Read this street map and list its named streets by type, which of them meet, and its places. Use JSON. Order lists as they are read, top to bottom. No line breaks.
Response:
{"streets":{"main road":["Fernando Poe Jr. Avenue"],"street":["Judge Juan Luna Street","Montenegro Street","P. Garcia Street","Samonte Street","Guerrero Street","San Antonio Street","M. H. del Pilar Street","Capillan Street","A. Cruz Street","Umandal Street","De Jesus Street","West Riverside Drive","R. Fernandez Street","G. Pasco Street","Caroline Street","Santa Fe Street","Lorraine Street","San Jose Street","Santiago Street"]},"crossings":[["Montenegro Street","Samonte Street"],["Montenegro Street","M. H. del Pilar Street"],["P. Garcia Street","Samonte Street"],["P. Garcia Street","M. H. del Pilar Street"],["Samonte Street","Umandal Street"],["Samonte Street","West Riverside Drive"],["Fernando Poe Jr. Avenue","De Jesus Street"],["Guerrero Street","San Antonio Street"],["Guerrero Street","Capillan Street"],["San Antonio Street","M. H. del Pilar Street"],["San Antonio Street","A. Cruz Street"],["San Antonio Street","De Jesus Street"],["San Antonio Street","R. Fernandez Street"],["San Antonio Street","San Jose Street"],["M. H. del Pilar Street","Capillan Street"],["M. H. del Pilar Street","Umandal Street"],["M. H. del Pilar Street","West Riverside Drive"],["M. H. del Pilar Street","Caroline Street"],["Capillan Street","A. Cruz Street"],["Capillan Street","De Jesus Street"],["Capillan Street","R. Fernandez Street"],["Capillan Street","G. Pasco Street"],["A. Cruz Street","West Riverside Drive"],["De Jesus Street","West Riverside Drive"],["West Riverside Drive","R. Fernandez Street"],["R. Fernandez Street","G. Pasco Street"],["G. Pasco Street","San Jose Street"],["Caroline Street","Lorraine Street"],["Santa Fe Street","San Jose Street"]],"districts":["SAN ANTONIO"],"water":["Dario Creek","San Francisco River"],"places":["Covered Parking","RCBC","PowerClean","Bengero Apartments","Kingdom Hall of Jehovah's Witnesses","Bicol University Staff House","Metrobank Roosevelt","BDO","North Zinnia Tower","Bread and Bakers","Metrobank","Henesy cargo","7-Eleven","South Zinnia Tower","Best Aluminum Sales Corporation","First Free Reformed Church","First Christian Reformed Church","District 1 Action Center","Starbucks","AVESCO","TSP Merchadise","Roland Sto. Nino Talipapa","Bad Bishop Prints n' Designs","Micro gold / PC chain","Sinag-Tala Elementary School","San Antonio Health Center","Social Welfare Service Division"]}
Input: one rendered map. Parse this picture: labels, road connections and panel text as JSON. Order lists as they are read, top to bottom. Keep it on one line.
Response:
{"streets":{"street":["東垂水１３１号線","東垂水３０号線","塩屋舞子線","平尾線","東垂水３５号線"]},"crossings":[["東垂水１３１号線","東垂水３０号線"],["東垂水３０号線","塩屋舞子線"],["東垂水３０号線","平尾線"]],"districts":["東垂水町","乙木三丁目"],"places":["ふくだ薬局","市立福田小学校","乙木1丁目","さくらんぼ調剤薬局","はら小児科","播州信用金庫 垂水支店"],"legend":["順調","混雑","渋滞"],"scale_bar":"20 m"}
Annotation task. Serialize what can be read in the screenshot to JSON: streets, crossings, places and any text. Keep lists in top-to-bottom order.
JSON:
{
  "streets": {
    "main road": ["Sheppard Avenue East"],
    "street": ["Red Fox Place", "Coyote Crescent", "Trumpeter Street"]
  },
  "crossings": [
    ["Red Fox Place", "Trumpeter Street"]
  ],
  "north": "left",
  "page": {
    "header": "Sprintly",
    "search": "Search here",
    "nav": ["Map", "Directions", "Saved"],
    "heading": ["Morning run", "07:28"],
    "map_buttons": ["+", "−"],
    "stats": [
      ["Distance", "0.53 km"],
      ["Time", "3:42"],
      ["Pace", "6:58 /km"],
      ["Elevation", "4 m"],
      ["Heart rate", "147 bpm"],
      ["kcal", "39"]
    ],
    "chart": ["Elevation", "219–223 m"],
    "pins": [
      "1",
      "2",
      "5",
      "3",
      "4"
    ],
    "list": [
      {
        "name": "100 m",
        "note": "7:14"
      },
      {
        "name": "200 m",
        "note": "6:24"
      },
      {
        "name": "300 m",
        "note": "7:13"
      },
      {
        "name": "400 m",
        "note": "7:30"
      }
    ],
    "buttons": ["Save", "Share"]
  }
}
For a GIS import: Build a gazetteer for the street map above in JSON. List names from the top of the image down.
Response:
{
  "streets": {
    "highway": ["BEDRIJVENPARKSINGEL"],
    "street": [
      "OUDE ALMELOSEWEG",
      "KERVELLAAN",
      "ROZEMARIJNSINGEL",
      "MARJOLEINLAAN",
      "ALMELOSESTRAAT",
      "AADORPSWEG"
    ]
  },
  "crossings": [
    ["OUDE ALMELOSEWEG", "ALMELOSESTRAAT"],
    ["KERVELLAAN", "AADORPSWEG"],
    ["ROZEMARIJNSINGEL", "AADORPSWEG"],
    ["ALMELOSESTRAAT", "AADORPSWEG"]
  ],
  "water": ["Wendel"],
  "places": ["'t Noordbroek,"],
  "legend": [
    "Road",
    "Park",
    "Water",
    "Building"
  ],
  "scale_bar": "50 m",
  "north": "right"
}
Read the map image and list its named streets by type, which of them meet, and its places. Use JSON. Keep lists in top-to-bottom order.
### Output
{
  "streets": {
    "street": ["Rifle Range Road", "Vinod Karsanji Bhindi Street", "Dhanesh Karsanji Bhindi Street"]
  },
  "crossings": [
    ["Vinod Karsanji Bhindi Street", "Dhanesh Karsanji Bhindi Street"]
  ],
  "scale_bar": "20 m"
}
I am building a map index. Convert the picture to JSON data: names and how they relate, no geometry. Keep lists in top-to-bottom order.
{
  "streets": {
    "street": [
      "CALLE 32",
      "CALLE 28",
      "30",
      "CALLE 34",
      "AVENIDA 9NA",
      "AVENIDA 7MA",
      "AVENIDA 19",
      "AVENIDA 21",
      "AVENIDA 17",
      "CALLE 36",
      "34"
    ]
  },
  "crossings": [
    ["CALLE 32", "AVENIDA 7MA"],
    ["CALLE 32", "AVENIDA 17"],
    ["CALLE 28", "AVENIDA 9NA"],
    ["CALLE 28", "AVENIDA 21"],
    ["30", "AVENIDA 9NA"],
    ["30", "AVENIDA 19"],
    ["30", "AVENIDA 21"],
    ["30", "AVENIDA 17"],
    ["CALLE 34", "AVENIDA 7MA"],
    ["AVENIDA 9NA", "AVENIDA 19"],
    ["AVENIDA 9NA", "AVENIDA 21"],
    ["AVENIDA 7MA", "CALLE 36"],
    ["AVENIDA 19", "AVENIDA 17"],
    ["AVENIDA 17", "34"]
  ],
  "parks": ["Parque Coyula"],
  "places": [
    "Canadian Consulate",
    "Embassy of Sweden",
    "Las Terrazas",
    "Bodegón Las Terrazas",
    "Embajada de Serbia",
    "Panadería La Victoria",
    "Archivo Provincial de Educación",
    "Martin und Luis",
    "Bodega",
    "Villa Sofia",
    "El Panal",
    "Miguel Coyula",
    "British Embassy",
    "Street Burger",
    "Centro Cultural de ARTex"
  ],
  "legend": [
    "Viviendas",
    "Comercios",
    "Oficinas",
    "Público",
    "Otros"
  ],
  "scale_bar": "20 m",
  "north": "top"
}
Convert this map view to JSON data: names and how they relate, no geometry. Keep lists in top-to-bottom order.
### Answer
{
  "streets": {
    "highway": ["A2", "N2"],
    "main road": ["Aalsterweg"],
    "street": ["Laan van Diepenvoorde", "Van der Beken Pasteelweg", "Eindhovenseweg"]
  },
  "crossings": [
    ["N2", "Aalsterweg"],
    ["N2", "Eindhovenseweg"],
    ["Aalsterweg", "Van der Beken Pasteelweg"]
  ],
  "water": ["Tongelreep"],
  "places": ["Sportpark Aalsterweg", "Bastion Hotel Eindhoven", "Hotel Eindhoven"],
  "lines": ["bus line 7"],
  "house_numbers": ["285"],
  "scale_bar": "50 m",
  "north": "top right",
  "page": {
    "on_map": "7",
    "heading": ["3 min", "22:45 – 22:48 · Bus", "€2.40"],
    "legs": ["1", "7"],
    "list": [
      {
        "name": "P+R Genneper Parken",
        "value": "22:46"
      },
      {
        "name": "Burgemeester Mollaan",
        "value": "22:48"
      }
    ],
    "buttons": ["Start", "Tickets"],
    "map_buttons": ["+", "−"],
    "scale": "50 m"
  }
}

**EXERCISE INSTRUCTIONS**
Search the records above for the string "type" and copy each line that holds it.

**SOLUTION FOR THIS PROBLEM**
Read this street map and list its named streets by type, which of them meet, and its places. Use JSON. Order lists as they are read, top to bottom. No line breaks.
Read the map image and list its named streets by type, which of them meet, and its places. Use JSON. Keep lists in top-to-bottom order.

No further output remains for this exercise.